Exercise objective:
The data shown below should all be retyped exactly.

Data shown:
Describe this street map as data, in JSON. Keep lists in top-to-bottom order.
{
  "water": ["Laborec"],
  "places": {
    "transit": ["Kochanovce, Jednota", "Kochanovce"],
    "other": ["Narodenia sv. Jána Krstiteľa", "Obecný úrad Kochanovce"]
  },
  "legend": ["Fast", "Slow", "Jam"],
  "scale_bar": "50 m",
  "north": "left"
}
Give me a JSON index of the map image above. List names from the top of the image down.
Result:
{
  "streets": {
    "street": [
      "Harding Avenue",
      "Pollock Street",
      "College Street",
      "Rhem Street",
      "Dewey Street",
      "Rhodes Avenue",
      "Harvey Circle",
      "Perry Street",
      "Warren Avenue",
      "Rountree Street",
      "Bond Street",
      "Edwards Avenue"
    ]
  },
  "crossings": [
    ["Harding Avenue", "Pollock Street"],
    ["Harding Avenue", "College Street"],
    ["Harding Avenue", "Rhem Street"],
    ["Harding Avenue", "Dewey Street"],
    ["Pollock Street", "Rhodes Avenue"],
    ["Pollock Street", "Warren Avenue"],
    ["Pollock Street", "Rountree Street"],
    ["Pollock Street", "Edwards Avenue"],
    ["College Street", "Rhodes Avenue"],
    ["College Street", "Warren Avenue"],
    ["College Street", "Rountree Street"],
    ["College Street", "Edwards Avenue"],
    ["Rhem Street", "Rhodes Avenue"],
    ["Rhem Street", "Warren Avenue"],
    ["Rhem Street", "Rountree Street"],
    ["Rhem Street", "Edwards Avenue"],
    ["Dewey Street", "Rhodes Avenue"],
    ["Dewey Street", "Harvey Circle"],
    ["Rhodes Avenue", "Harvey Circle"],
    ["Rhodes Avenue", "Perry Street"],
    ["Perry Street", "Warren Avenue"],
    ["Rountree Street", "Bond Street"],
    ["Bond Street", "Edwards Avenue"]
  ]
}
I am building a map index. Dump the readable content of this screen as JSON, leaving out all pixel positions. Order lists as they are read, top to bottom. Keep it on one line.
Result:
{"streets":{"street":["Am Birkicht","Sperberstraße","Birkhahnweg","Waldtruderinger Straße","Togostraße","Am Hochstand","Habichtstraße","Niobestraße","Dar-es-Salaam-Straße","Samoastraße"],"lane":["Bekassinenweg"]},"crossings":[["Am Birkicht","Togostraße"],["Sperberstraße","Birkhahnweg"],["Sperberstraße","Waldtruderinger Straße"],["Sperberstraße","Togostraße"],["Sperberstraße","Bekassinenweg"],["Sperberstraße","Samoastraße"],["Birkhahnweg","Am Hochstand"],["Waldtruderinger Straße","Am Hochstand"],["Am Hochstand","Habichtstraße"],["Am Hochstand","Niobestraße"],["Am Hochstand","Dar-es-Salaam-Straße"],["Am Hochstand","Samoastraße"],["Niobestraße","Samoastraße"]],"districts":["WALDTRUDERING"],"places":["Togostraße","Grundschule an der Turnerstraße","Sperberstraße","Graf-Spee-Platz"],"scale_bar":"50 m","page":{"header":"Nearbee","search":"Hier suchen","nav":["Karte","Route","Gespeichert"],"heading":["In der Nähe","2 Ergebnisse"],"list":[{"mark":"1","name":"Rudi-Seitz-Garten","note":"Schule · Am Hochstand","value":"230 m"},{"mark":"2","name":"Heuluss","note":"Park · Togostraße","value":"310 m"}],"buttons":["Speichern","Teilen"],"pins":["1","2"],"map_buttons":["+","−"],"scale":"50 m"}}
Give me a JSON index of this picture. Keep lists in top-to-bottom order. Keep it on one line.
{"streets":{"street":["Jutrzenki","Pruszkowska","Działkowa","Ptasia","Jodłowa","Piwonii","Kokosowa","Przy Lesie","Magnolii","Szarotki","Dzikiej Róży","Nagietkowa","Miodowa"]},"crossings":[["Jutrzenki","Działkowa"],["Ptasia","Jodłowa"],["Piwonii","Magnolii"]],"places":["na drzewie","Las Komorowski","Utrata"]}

Written response:
Describe this street map as data, in JSON. Keep lists in top-to-bottom order.
{
  "water": ["Laborec"],
  "places": {
    "transit": ["Kochanovce, Jednota", "Kochanovce"],
    "other": ["Narodenia sv. Jána Krstiteľa", "Obecný úrad Kochanovce"]
  },
  "legend": ["Fast", "Slow", "Jam"],
  "scale_bar": "50 m",
  "north": "left"
}
Give me a JSON index of the map image above. List names from the top of the image down.
Result:
{
  "streets": {
    "street": [
      "Harding Avenue",
      "Pollock Street",
      "College Street",
      "Rhem Street",
      "Dewey Street",
      "Rhodes Avenue",
      "Harvey Circle",
      "Perry Street",
      "Warren Avenue",
      "Rountree Street",
      "Bond Street",
      "Edwards Avenue"
    ]
  },
  "crossings": [
    ["Harding Avenue", "Pollock Street"],
    ["Harding Avenue", "College Street"],
    ["Harding Avenue", "Rhem Street"],
    ["Harding Avenue", "Dewey Street"],
    ["Pollock Street", "Rhodes Avenue"],
    ["Pollock Street", "Warren Avenue"],
    ["Pollock Street", "Rountree Street"],
    ["Pollock Street", "Edwards Avenue"],
    ["College Street", "Rhodes Avenue"],
    ["College Street", "Warren Avenue"],
    ["College Street", "Rountree Street"],
    ["College Street", "Edwards Avenue"],
    ["Rhem Street", "Rhodes Avenue"],
    ["Rhem Street", "Warren Avenue"],
    ["Rhem Street", "Rountree Street"],
    ["Rhem Street", "Edwards Avenue"],
    ["Dewey Street", "Rhodes Avenue"],
    ["Dewey Street", "Harvey Circle"],
    ["Rhodes Avenue", "Harvey Circle"],
    ["Rhodes Avenue", "Perry Street"],
    ["Perry Street", "Warren Avenue"],
    ["Rountree Street", "Bond Street"],
    ["Bond Street", "Edwards Avenue"]
  ]
}
I am building a map index. Dump the readable content of this screen as JSON, leaving out all pixel positions. Order lists as they are read, top to bottom. Keep it on one line.
Result:
{"streets":{"street":["Am Birkicht","Sperberstraße","Birkhahnweg","Waldtruderinger Straße","Togostraße","Am Hochstand","Habichtstraße","Niobestraße","Dar-es-Salaam-Straße","Samoastraße"],"lane":["Bekassinenweg"]},"crossings":[["Am Birkicht","Togostraße"],["Sperberstraße","Birkhahnweg"],["Sperberstraße","Waldtruderinger Straße"],["Sperberstraße","Togostraße"],["Sperberstraße","Bekassinenweg"],["Sperberstraße","Samoastraße"],["Birkhahnweg","Am Hochstand"],["Waldtruderinger Straße","Am Hochstand"],["Am Hochstand","Habichtstraße"],["Am Hochstand","Niobestraße"],["Am Hochstand","Dar-es-Salaam-Straße"],["Am Hochstand","Samoastraße"],["Niobestraße","Samoastraße"]],"districts":["WALDTRUDERING"],"places":["Togostraße","Grundschule an der Turnerstraße","Sperberstraße","Graf-Spee-Platz"],"scale_bar":"50 m","page":{"header":"Nearbee","search":"Hier suchen","nav":["Karte","Route","Gespeichert"],"heading":["In der Nähe","2 Ergebnisse"],"list":[{"mark":"1","name":"Rudi-Seitz-Garten","note":"Schule · Am Hochstand","value":"230 m"},{"mark":"2","name":"Heuluss","note":"Park · Togostraße","value":"310 m"}],"buttons":["Speichern","Teilen"],"pins":["1","2"],"map_buttons":["+","−"],"scale":"50 m"}}
Give me a JSON index of this picture. Keep lists in top-to-bottom order. Keep it on one line.
{"streets":{"street":["Jutrzenki","Pruszkowska","Działkowa","Ptasia","Jodłowa","Piwonii","Kokosowa","Przy Lesie","Magnolii","Szarotki","Dzikiej Róży","Nagietkowa","Miodowa"]},"crossings":[["Jutrzenki","Działkowa"],["Ptasia","Jodłowa"],["Piwonii","Magnolii"]],"places":["na drzewie","Las Komorowski","Utrata"]}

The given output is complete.